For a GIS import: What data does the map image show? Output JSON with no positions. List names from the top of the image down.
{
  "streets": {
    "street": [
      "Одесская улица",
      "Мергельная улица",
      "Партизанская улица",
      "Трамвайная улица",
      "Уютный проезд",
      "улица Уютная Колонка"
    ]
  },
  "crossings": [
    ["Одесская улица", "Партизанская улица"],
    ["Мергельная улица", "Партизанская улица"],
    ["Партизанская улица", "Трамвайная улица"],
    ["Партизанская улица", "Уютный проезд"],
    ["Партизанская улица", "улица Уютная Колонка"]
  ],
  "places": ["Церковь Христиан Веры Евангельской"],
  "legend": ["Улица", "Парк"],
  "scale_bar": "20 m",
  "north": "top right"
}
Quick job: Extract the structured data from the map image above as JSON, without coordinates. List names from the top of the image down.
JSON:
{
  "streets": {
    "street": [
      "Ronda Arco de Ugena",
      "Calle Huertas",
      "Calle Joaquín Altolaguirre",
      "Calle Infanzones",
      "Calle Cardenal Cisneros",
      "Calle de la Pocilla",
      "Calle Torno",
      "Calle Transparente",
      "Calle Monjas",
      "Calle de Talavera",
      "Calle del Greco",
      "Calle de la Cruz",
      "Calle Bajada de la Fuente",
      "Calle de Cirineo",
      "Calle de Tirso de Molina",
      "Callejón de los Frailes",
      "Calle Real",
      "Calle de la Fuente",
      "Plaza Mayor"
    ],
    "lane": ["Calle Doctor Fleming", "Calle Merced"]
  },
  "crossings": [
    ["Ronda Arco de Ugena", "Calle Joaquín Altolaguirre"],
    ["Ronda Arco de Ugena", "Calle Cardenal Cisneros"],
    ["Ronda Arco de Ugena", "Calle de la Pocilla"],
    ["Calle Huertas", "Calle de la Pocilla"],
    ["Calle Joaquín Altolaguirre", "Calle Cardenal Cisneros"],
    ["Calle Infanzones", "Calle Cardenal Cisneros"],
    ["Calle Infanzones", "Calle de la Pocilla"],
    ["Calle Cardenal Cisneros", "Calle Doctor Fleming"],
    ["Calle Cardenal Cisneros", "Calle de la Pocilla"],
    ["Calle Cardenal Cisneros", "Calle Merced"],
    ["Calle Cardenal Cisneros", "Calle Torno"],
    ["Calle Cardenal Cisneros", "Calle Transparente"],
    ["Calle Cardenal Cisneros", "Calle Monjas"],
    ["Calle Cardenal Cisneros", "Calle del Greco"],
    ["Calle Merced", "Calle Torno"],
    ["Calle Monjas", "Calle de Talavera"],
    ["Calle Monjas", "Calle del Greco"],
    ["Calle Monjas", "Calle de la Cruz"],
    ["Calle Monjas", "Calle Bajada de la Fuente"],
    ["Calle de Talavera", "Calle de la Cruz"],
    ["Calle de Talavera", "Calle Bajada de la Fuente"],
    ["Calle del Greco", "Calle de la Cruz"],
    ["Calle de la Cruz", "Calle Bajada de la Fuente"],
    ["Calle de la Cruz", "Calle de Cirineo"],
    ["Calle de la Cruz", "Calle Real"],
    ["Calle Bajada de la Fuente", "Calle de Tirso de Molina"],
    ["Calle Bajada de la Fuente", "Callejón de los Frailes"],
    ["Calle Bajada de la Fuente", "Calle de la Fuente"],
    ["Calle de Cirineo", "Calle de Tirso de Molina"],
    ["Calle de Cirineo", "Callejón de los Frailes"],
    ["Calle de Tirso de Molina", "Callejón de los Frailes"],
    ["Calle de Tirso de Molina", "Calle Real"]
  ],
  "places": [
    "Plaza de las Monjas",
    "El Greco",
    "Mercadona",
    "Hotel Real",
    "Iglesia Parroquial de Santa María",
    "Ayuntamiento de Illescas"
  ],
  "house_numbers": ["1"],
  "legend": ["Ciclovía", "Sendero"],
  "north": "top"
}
****************************************
| TASK BRIEF |
Output the first line of the entries above and every line after it, exactly as written, ending with the line that contains "Quick job: Extract".

| EXERCISE ANSWER |
For a GIS import: What data does the map image show? Output JSON with no positions. List names from the top of the image down.
{
  "streets": {
    "street": [
      "Одесская улица",
      "Мергельная улица",
      "Партизанская улица",
      "Трамвайная улица",
      "Уютный проезд",
      "улица Уютная Колонка"
    ]
  },
  "crossings": [
    ["Одесская улица", "Партизанская улица"],
    ["Мергельная улица", "Партизанская улица"],
    ["Партизанская улица", "Трамвайная улица"],
    ["Партизанская улица", "Уютный проезд"],
    ["Партизанская улица", "улица Уютная Колонка"]
  ],
  "places": ["Церковь Христиан Веры Евангельской"],
  "legend": ["Улица", "Парк"],
  "scale_bar": "20 m",
  "north": "top right"
}
Quick job: Extract the structured data from the map image above as JSON, without coordinates. List names from the top of the image down.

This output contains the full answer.